__ABOUT THIS TASK__.
If a line in the data holds "controls", copy that line out in full.

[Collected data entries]
════════════════════
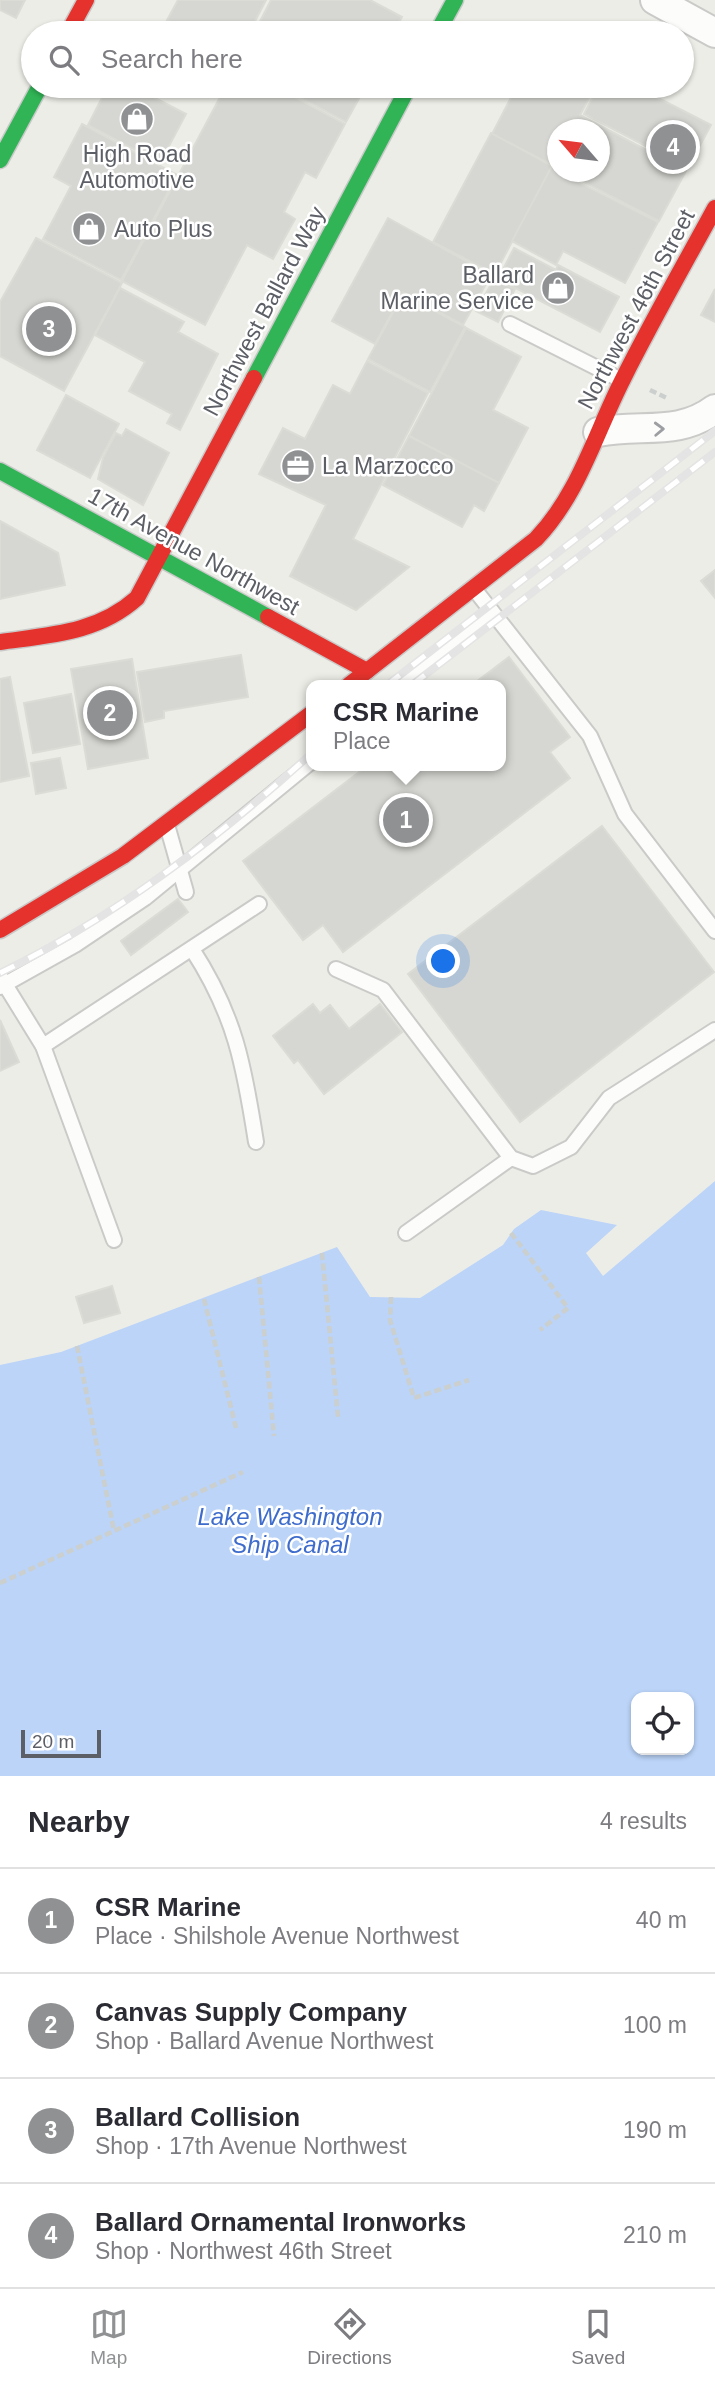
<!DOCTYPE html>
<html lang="en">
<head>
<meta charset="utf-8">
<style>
	body { margin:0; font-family:Arial,sans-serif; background:#f7f7f7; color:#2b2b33 }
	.controls { position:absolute; right:21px; bottom:21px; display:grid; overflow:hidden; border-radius:14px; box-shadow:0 2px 5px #0004 }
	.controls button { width:63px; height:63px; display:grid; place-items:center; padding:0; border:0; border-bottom:2px solid #e1e1e2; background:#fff; color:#2b2b33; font:35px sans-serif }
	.compass { position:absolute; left:547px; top:119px; width:63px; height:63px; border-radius:50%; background:#fff; box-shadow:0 2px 5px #0004; rotate:298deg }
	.scale { position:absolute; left:21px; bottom:18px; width:80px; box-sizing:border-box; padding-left:7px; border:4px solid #5c5f66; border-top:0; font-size:19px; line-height:24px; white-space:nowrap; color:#5c5f66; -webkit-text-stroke:5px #fff; paint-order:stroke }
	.you { position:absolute; left:444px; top:962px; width:24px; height:24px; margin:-18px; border:5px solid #fff; border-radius:50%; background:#1a73e8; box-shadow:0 0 0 10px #1a73e833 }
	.badge { display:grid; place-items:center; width:46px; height:46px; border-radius:50%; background:#8f9193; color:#fff; font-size:23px; font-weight:700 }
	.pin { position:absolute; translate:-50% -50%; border:4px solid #fff; box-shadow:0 2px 7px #0006 }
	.popup { position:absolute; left:306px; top:680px; width:200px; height:91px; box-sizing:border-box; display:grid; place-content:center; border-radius:14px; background:#fff; filter:drop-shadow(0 2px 5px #0005); font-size:23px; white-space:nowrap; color:#7c7c81 }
	.popup b { font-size:26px; color:#2b2b33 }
	.popup::after { content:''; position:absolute; left:50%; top:100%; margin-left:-14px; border:14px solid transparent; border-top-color:#fff }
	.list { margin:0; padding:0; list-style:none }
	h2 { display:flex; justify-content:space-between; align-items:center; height:91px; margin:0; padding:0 28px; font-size:30px }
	h2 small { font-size:23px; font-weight:400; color:#7c7c81 }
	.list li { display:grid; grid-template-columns:46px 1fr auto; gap:21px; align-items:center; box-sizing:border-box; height:105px; padding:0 28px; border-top:2px solid #e1e1e2 }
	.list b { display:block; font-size:26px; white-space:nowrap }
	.list p { margin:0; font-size:23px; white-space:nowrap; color:#7c7c81 }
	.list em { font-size:23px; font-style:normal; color:#7c7c81 }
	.icon { flex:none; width:38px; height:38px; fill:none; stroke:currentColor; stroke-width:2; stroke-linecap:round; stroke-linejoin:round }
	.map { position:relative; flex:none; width:715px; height:1776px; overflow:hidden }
	.search { position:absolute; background:#fff; box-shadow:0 2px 5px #0004; left:21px; right:21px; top:21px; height:77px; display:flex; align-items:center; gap:18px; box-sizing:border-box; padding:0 24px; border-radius:38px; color:#7c7c81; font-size:26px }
	.sheet { height:511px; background:#fff }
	nav { display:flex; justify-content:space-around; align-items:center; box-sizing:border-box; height:98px; border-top:2px solid #e1e1e2; background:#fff; font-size:19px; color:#7c7c81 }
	nav a { display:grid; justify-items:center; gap:4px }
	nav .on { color:#8f9193 }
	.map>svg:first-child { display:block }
</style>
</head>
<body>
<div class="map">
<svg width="715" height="1776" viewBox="0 0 715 1776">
	<rect width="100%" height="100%" fill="#edede7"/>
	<path fill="#bbd4f8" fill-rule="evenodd" d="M715,1181V1776H0V1365L61,1352L337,1247L370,1297L420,1298L503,1245L514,1229L541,1210L617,1225L586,1253L603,1276ZM636,1697H689V1750H636Z"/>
	<g fill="#d6d6d2" stroke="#dcdcd6" stroke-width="2">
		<path d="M0,0H25L16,18L0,10Z"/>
		<path d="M178,0H266L249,33H192L167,20Z"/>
		<path d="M271,0H370L402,17L393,33H254Z"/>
		<path d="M108,86H132L186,114L160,163L88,125Z"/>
		<path d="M226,86H274L345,124L316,178L305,172L284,212L295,219L273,259L247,245L205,325L122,281Z"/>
		<path d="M278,86H366L346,122Z"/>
		<path d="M517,86H596L580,115L686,171L659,221L564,172H600V130H558V168L492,134Z"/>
		<path d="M598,86H635L711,125L688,168L584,114Z"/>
		<path d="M82,124L177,175L121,280L43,239L71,186L54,177Z"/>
		<path d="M491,133L552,166L495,274L433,242Z"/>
		<path d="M552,166L558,172L658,222L625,283L563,251L556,265L512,241Z"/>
		<path d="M388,218L491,275L463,325L403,292L375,344L332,321Z"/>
		<path d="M36,238L122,283L64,391L0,356V302Z"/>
		<path d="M514,248L556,270L558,265L619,297L600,332L498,279Z"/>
		<path d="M494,279L515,289L498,322L476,311Z"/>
		<path d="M120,288L184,322L178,332L218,354L180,430L167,423L172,414L129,391L145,362L95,335Z"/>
		<path d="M715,289V322L701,315Z"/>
		<path d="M403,294L465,327L430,392L368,359Z"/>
		<path d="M466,328L521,357L493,410L528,428L499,483L409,436Z"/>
		<path d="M367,361L428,393L353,539L409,567L356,610L290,576L326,505L259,474L283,428L305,439L333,385L350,394Z"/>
		<path d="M66,395L119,424L90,478L37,450Z"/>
		<path d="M126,429L169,453L143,505L98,479L103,458L116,433L122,436Z"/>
		<path d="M409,436L499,483L484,511L474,505L462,527L383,485Z"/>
		<path d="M0,521L58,553L65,585L0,599Z"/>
		<path d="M715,570V598L701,581Z"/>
		<path d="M241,655L248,697L164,711V718L145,722L137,672Z"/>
		<path d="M509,657L570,737L550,752L570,778L343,952L323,925L303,940L243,861L367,766H500V685H472Z"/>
		<path d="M132,659L148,758L88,769L71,669Z"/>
		<path d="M10,677L29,776L0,782V679Z"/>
		<path d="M71,694L80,744L33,753L24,703Z"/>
		<path d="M60,758L66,788L36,794L31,763Z"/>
		<path d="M602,826L714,972L520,1122L408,974Z"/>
		<path d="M178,899L188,912L131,955L121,941Z"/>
		<path d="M313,1004L320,1013L330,1005L349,1029L380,1004L402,1032L324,1094L298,1060L294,1063L273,1036Z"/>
		<path d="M0,1020L19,1062L0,1071Z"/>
		<path d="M112,1286L120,1313L84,1323L76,1297Z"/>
	</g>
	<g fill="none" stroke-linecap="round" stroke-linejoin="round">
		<g stroke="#cacbc9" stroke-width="18">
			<g id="lane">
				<path d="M510,324L621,380"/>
				<path d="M475,590L590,736L625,814L715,931"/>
				<path d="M397,685L492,612"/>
				<path d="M167,825L186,892"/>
				<path d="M192,949C235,1015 244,1065 256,1142"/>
				<path d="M336,969L383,990L511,1158L533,1166L571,1147L609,1098L715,1030"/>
				<path d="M1,978L43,1046L114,1240"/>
				<path d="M0,987L75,945L145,898L312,761"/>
				<path d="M43,1046L259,904"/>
				<path d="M406,1233L511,1158"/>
			</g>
		</g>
		<g stroke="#cacbc9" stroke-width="32">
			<g id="street">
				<path d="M655,0L715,33"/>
				<path d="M598,432C640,423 678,437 715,409"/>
			</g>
		</g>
		<g stroke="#c8c9c8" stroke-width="19">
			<g id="fast">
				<path d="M437,33L455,0"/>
				<path d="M0,160L40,86"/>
				<path d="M254,378L409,86"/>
				<path d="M0,471L268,617"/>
			</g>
		</g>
		<g stroke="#c8c9c8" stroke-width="19">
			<g id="jam">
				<path d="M68,33L86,0"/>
				<path d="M268,617L367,671"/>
				<path d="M0,642C50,635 98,633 137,598L254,378"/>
				<path d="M349,685L536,539C579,494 595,434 623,379C652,321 684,265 715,208"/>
				<path d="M0,930L123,856L312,713"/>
			</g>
		</g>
		<g stroke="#cbcfcd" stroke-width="4.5" stroke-dasharray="7 3.5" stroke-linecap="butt">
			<path d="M650,390L667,398"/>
			<path d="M511,1233L568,1308L540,1330"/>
			<path d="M322,1253L338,1417"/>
			<path d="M259,1277L274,1436"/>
			<path d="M391,1297L390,1320L414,1398L469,1380"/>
			<path d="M204,1299L236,1428"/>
			<path d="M77,1346L114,1531"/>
			<path d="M0,1583L243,1472"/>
		</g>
		<use href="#lane" stroke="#fcfcfb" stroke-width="14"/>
		<use href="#street" stroke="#fcfcfb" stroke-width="28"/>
		<use href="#fast" stroke="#30b455" stroke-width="16"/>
		<use href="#jam" stroke="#e5322d" stroke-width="16"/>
		<g stroke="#e4e4e4" stroke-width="8">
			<g id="rail">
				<path d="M387,685L715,431"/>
				<path d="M412,685L715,452"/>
				<path d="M0,973C115,917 217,839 312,753"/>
			</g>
		</g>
		<use href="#rail" stroke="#fff" stroke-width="5" stroke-dasharray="16" stroke-linecap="butt"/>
	</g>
	<defs><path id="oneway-chevron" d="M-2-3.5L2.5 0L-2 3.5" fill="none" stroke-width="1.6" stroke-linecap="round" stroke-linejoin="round" transform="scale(1.75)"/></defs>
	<use stroke="#9c9ea2" href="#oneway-chevron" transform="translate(659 429) rotate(-2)"/>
	<defs>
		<g id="shop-disc" transform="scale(1.75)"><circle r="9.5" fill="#8f9193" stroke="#fff"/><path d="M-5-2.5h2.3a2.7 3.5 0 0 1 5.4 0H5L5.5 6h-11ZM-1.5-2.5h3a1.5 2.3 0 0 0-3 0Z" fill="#fff"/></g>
		<g id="office-disc" transform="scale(1.75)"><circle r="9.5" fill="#8f9193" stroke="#fff"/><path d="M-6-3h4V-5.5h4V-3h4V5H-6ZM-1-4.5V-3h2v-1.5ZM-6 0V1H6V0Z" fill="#fff"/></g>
	</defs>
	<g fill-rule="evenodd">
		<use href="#shop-disc" x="137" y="119"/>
		<use href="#shop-disc" x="89" y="229"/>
		<use href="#shop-disc" x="558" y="288"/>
		<use href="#office-disc" x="298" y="466"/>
	</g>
	<g text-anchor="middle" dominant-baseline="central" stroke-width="5" stroke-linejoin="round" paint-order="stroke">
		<g font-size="23" fill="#5c5f66" stroke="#fff" text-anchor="start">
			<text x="137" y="154" text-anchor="middle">High Road<tspan x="137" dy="26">Automotive</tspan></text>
			<text x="114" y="229">Auto Plus</text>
			<text x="534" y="275" text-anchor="end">Ballard<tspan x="534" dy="26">Marine Service</tspan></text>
			<text x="322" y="466">La Marzocco</text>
		</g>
		<g font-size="23" fill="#5c5f66" stroke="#fff">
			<text transform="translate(636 309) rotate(-62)">Northwest 46th Street</text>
			<text transform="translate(264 311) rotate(-62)">Northwest Ballard Way</text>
			<text transform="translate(194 551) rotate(29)">17th Avenue Northwest</text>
		</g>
		<g font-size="24" font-style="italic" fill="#3e6ccc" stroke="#fff">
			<text x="290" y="1516">Lake Washington<tspan x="290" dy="28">Ship Canal</tspan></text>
		</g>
	</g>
</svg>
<div class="controls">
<button><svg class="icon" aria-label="locate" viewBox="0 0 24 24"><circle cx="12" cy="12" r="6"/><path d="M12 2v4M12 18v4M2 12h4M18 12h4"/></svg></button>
</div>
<svg class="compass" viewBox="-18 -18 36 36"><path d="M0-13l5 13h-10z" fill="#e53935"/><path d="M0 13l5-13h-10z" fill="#7c7c81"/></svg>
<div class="scale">20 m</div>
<div class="you"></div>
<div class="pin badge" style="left:406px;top:820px">1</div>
<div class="popup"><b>CSR Marine</b>Place</div>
<div class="pin badge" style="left:110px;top:713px">2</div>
<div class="pin badge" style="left:49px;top:329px">3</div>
<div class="pin badge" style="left:673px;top:147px">4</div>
<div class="search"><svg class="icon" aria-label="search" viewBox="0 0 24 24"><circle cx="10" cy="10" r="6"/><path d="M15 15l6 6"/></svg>Search here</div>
</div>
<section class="sheet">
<h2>Nearby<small>4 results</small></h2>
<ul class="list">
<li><span class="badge">1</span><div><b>CSR Marine</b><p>Place · Shilshole Avenue Northwest</p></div><em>40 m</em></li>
<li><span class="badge">2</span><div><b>Canvas Supply Company</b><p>Shop · Ballard Avenue Northwest</p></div><em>100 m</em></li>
<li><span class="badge">3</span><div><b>Ballard Collision</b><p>Shop · 17th Avenue Northwest</p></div><em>190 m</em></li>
<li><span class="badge">4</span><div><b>Ballard Ornamental Ironworks</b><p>Shop · Northwest 46th Street</p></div><em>210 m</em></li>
</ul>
</section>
<nav>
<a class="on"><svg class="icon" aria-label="map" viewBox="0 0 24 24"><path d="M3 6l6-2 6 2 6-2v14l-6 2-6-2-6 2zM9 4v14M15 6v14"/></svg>Map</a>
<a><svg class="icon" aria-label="directions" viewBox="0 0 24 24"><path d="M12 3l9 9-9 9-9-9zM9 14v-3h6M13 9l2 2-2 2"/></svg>Directions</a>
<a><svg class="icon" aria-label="saved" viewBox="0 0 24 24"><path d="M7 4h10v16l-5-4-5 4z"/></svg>Saved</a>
</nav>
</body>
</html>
════════════════════
__RESPONSE BOX__.
	.controls { position:absolute; right:21px; bottom:21px; display:grid; overflow:hidden; border-radius:14px; box-shadow:0 2px 5px #0004 }
	.controls button { width:63px; height:63px; display:grid; place-items:center; padding:0; border:0; border-bottom:2px solid #e1e1e2; background:#fff; color:#2b2b33; font:35px sans-serif }
<div class="controls">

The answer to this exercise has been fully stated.